Dr No is my favourite James Bond book; not by much, but enough to make it superior even among a superior series. I honestly don’t know what it is about it that I like so much but for some reason everything about it seems to click perfectly in place. This was the first Bond book I ever came in contact with. One Christmas I received the audio book of Dr No read by Rufus Sewell. First a little background. At this point I was a huge fan of the James Bond films and Dr No ranked among my favourites. Secondly I adored Rufus Sewell for his brilliant work on Dr Sin (Note to self, write a “Why-I-Love-Dr-Sin” article). I spent a whole day blitzing out on the CD and I was hooked on James Bond novels from there on.
But it isn’t just because Dr No is my first Bond book that I love it so much. Oh no. It’s because everything in it is inspired writing with Fleming at his very best. The Jamaica setting is always his best place to write about the premise is brilliant, the description is beautiful but concise and the action comes thick and fast. Fleming manages to blend Literature with a capital “L” and the same much loved conventions of James Bond to create a thriller to beat all thrillers.
From the superb opening assassination scene which I have eternally attempted to reproduce in my own writing to the final brutal “assault course of death” which Bond must defeat this is a thriller without match. Honey Ryder, the girl, is surely described as the hottest of all Bond girls and the fact that she parades around in nothing more and sometimes slightly less than a bikini makes her especially alluring.
Above I mentioned the setting. Fleming might as well have been a native of Jamaica as he lived there for many years on and off and knew the place like the back of his hand. In Dr No we get the best feeling of Jamaica in any Bond book and after reading Dr No you can almost claim to have visited such is the local detail shown in this book.
The plot is much the same as the film’s. The idea is that a villainous Chino-German mastermind attempts to sabotage the American missile program from his Jamaican island base. Bond is dragged into it while completing a supposedly “soft” mission investigating the disappearance of MI6 operative Strangeways.

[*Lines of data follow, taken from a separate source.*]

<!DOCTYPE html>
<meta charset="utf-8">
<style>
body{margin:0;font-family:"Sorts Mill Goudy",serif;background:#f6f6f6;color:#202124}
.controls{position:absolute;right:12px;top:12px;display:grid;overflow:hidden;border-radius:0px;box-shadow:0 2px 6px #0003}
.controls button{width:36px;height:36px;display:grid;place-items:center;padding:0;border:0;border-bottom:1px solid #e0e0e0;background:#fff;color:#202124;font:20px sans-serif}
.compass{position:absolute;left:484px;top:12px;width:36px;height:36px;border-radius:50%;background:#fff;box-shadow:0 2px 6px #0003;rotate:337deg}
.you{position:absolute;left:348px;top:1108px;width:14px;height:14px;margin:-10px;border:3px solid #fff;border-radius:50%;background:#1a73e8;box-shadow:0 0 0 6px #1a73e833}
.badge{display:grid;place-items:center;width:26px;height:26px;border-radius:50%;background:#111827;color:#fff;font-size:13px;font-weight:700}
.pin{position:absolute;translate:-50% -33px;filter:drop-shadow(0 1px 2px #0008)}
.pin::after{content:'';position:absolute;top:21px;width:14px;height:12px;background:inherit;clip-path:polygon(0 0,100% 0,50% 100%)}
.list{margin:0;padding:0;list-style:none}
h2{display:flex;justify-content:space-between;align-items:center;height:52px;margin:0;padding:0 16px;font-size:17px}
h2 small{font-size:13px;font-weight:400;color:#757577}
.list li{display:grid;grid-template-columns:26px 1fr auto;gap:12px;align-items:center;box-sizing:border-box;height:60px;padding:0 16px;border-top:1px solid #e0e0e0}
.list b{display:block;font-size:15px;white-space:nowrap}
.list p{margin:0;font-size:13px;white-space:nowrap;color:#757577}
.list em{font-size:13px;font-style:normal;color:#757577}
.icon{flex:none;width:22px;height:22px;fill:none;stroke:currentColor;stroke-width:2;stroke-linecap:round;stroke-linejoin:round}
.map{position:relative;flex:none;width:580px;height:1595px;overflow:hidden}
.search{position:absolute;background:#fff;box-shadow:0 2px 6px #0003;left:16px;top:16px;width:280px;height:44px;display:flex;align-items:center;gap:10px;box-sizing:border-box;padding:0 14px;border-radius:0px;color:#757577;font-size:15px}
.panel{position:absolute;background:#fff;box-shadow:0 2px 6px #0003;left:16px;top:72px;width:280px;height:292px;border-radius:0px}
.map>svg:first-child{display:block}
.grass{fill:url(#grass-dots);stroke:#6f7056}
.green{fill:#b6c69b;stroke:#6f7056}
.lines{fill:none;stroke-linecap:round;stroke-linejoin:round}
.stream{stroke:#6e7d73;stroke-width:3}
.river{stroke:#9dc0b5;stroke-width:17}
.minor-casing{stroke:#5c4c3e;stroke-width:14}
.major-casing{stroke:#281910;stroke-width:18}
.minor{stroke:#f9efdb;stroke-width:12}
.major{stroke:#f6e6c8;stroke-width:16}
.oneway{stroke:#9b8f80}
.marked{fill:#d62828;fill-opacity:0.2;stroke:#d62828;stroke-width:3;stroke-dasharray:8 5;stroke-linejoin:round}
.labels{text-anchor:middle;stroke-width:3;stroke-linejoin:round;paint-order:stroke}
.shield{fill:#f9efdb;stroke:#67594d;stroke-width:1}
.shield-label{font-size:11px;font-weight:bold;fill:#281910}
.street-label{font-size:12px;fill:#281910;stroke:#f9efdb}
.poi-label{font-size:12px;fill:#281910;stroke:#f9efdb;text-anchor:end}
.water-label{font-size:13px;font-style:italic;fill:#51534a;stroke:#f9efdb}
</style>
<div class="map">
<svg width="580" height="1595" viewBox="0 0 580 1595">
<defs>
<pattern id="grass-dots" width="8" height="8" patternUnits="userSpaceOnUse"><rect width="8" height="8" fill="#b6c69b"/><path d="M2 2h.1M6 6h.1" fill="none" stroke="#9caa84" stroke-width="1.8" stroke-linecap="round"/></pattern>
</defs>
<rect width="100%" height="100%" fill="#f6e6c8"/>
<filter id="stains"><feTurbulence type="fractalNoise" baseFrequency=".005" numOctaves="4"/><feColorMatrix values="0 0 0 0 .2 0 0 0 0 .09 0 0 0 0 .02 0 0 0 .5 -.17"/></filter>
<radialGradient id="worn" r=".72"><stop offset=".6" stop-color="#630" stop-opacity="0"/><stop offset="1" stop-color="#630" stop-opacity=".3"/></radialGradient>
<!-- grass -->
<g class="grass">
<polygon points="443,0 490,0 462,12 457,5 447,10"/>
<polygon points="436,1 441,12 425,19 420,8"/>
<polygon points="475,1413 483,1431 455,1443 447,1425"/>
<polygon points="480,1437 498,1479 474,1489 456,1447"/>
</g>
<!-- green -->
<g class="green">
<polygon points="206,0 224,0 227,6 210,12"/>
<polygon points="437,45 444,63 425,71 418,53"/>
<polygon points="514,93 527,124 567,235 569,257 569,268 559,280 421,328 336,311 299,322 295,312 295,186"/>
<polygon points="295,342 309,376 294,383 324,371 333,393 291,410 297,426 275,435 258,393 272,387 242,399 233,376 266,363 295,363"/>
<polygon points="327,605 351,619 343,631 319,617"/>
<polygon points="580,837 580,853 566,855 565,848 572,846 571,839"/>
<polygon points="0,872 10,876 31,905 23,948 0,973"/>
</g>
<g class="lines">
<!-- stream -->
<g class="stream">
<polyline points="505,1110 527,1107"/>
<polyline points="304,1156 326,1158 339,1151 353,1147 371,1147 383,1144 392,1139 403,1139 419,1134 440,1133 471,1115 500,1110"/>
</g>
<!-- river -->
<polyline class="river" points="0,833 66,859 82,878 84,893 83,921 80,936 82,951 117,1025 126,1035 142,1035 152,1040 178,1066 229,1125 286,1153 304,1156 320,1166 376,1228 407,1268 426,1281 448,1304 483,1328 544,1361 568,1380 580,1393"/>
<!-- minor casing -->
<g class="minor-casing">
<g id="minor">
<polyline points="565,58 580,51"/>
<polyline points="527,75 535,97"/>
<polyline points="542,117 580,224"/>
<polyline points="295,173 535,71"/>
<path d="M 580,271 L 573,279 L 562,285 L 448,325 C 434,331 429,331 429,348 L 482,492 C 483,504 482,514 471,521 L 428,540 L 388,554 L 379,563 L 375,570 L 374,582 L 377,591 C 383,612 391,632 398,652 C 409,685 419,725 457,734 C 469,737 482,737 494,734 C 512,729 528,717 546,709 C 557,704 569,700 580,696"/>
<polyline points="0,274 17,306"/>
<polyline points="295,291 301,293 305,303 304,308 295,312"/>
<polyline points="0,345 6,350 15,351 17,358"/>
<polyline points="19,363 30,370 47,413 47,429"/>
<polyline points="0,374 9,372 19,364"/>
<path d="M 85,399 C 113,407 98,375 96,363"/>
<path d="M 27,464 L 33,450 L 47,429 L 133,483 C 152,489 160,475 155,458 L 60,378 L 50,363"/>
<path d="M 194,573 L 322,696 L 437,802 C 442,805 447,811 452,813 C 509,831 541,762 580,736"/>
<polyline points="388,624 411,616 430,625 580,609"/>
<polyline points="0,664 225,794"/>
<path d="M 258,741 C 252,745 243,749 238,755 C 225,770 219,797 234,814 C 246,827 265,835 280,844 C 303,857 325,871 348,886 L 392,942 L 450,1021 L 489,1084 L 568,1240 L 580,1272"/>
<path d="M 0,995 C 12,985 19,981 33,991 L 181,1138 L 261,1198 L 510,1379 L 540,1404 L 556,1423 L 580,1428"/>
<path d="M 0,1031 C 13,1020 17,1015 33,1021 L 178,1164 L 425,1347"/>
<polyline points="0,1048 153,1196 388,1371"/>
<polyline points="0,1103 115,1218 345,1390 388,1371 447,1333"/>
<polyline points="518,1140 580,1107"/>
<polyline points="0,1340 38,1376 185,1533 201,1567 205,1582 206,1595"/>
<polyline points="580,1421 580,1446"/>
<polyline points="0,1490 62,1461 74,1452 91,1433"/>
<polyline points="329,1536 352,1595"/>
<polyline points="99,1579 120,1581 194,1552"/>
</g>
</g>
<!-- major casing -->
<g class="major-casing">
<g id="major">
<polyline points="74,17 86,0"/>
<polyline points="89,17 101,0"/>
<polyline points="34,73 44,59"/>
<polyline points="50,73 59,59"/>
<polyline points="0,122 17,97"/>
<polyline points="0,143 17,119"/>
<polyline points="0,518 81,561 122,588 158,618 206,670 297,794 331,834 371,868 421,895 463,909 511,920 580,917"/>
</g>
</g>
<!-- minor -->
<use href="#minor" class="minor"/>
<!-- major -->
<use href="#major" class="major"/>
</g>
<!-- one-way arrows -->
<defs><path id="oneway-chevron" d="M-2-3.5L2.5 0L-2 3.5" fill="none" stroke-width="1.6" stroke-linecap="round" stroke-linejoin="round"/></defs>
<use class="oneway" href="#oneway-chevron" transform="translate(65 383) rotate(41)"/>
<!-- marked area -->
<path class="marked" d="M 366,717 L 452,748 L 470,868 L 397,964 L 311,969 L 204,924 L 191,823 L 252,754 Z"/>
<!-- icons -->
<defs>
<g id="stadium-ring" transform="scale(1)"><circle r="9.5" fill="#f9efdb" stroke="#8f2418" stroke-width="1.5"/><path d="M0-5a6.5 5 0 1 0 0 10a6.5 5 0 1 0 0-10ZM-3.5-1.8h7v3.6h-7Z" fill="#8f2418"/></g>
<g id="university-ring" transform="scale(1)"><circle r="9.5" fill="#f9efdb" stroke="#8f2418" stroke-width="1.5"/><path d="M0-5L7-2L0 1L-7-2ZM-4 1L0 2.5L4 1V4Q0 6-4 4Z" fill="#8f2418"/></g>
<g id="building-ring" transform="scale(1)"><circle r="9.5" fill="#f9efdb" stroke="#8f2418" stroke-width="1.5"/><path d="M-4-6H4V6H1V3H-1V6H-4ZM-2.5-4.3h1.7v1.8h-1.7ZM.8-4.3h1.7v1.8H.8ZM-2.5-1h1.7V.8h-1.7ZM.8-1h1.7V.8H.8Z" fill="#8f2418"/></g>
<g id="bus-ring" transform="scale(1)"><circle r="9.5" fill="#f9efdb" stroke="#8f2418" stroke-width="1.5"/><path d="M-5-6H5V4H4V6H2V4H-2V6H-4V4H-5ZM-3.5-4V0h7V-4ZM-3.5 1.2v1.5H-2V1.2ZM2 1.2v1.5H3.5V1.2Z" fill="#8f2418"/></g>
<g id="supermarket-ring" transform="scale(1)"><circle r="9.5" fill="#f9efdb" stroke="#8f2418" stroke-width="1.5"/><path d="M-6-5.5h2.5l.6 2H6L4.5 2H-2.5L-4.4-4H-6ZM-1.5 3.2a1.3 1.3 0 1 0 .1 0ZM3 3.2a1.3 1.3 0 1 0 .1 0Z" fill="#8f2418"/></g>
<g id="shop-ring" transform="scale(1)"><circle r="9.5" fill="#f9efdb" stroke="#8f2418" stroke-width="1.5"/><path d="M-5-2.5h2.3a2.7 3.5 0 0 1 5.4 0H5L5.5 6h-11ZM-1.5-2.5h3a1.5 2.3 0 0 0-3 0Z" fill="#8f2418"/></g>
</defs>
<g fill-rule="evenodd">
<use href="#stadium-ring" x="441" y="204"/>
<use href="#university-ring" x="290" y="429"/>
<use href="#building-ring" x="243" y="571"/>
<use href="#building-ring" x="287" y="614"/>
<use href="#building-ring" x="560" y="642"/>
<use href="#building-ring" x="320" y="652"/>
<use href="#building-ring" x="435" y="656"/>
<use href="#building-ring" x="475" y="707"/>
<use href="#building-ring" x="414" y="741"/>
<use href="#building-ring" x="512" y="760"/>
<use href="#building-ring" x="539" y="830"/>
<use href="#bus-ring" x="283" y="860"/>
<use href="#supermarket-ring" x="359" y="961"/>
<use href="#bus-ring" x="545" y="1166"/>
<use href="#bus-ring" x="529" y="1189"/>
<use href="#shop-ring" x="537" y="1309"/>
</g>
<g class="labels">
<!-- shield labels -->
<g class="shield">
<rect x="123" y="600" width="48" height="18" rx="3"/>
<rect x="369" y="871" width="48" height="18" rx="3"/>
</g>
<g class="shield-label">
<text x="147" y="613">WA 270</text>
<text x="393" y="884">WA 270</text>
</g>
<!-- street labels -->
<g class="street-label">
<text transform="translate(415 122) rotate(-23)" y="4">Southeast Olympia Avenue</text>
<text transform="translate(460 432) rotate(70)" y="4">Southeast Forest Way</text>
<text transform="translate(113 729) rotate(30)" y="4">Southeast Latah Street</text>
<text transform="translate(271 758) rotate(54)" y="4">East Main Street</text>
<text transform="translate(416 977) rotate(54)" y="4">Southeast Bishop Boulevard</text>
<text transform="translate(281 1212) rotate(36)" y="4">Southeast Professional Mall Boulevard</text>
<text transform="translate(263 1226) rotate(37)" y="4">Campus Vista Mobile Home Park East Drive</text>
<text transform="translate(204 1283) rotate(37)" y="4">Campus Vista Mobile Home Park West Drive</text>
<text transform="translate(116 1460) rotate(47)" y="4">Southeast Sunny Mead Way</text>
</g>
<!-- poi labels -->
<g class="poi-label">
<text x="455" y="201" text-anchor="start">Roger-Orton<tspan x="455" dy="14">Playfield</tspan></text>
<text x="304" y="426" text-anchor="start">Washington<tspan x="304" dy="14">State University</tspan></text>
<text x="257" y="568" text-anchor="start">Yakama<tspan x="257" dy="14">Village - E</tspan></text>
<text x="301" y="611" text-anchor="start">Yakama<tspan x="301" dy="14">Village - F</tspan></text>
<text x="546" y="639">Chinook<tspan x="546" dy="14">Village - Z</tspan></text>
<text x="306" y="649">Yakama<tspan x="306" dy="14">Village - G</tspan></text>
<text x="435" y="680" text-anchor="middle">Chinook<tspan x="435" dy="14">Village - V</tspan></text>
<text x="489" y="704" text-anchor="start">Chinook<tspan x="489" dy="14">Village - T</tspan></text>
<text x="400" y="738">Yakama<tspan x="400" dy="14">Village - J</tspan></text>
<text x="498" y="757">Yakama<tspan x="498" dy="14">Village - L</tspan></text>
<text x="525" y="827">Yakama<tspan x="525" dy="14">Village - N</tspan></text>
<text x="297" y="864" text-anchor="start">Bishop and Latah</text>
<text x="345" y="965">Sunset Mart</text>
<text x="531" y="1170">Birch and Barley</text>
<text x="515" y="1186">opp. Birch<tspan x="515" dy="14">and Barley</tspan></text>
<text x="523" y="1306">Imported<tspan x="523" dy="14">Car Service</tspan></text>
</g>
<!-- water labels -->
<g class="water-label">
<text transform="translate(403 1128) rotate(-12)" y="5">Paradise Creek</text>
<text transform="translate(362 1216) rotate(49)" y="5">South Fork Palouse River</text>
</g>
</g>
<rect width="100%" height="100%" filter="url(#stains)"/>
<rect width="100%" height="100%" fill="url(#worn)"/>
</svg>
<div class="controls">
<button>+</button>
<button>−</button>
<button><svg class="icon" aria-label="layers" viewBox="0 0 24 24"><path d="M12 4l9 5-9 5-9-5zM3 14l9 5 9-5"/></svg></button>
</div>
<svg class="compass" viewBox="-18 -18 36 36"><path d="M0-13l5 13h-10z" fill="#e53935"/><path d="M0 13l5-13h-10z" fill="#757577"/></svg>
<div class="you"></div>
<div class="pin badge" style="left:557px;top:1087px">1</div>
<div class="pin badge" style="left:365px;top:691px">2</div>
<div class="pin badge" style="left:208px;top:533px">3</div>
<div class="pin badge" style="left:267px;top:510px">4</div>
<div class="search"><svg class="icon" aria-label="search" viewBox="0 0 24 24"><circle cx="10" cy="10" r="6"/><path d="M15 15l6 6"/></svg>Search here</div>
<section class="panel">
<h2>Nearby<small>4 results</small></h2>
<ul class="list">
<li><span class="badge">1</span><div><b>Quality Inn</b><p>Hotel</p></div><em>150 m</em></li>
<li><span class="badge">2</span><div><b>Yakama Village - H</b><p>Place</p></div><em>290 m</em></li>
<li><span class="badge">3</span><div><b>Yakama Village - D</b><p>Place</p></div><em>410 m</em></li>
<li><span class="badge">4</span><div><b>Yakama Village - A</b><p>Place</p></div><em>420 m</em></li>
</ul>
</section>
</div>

The titular Dr No is a fascinating, viciously evil villain with the best backstory of the series. A Chino-German criminal who made his fortune by embezzling money from the Tong crime syndicates, No had his arms chopped off and his left chest (his heart is on the right) stabbed by the vengeful members of the Tong. Rather than, like a normal person, getting a fully functional pair of prosthetic limbs he instead decided to place powerful steel pincers on his arms capable of crushing metal.
The villainous Dr No is also a sort of perverted scientist obsessed with pain. He wishes to continue his studies by placing Bond in a lethal assault course on his island kingdom of Crab Key. This features all manner of horrors including flames, spiders and a giant octopus. I’m still amazed the film makers chose to not include what is, for me, one of the best plotted and written sequences in any Bond book. The villain’s death at the hands of Bond and a crane full of bird faeces is a step more disgusting even than the character’s death in irradiated water in the film version. You always can tell whether a villain is well written or not when you get the unique balance of admiring his skill and ingenuity but also cheering when he dies. Both of which occurred when I listened to Dr No.
A final note must be made on the superior quality of Rufus Sewell’s expert reading of the book. With skill and talent he brings to life the understated quality of Fleming’s work brilliantly and delivers the action to pulse pounding perfection.
You’ve probably noticed that I’ve placed an In Her Majesty’s name article up here today as well. Hopefully this’ll make up for the three (or is it four?) week hiatus. I don’t think this will happen again but what can I say, the perfect storm of long holidays and computer failure.
This is Frontline Armchair singing off.